Stupid Unicode Trick: Noncharacters

Perl RT 133292 is a request to expose the internal perl subroutine that does string interpolation, so that one does not need to figure out how to double-quote a string (escaping where necessary) when feeding it to eval() as a quick-and-dirty templating system.

In fact, there is no such subroutine (the parser makes an interpolation into a concatenation), and anyway why not just use sprintf()?

For someone determined to dive down this rabbit hole, though, Unicode offers another way out: use generic quotes; that is, qq, but delimit the string with a noncharacter. This was suggested to me when I saw the Incompatible Changes section of the Perl 5.29.0 perldelta (1). They're making unassigned code points illegal delimiters? They were legal before??? What else is legal that I did not know about????? (2)

At this point, a couple definitions are in order. A noncharacter is a legal Unicode code point which the Unicode Consortium promises never to assign to a glyph. An unassigned code point is a legal code point which is not currently assigned to a glyph, but which may be in the future.

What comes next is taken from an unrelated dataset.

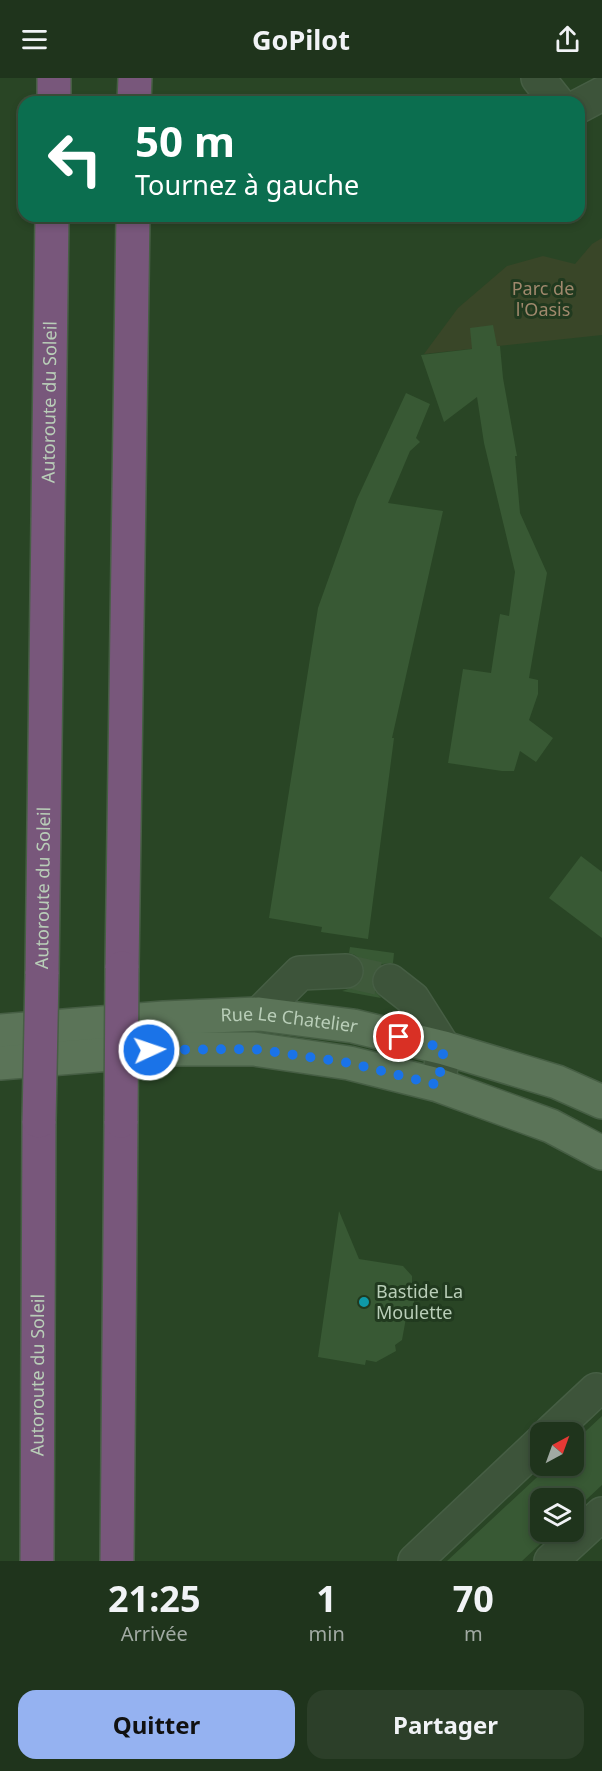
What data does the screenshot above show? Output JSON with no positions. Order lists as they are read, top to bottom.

The information in the relevant section of perldeprecation appears to say that noncharacters will work as generic quote delimiters, though perlop Quote and Quote-like Operators is silent on just which delimiters are allowed. The Unicode Private-Use Characters, Noncharacters & Sentinels FAQ seems to say that this kind of thing is actually what noncharacters are for. A one-liner example, which works from about Perl 5.8.3, is:

$ perl -le 'print eval "qq \N{U+FFFF}$ARGV[0]\N{U+FFFF}"' \
    'Hello $ARGV[1]!' world

The space after the qq seems not to be required, since the delimiter is not a word character. It is simply there for clarity.

If you have warnings enabled (as you should) you may need a no warnings qw{ utf8 }; to prevent the code from being noisy.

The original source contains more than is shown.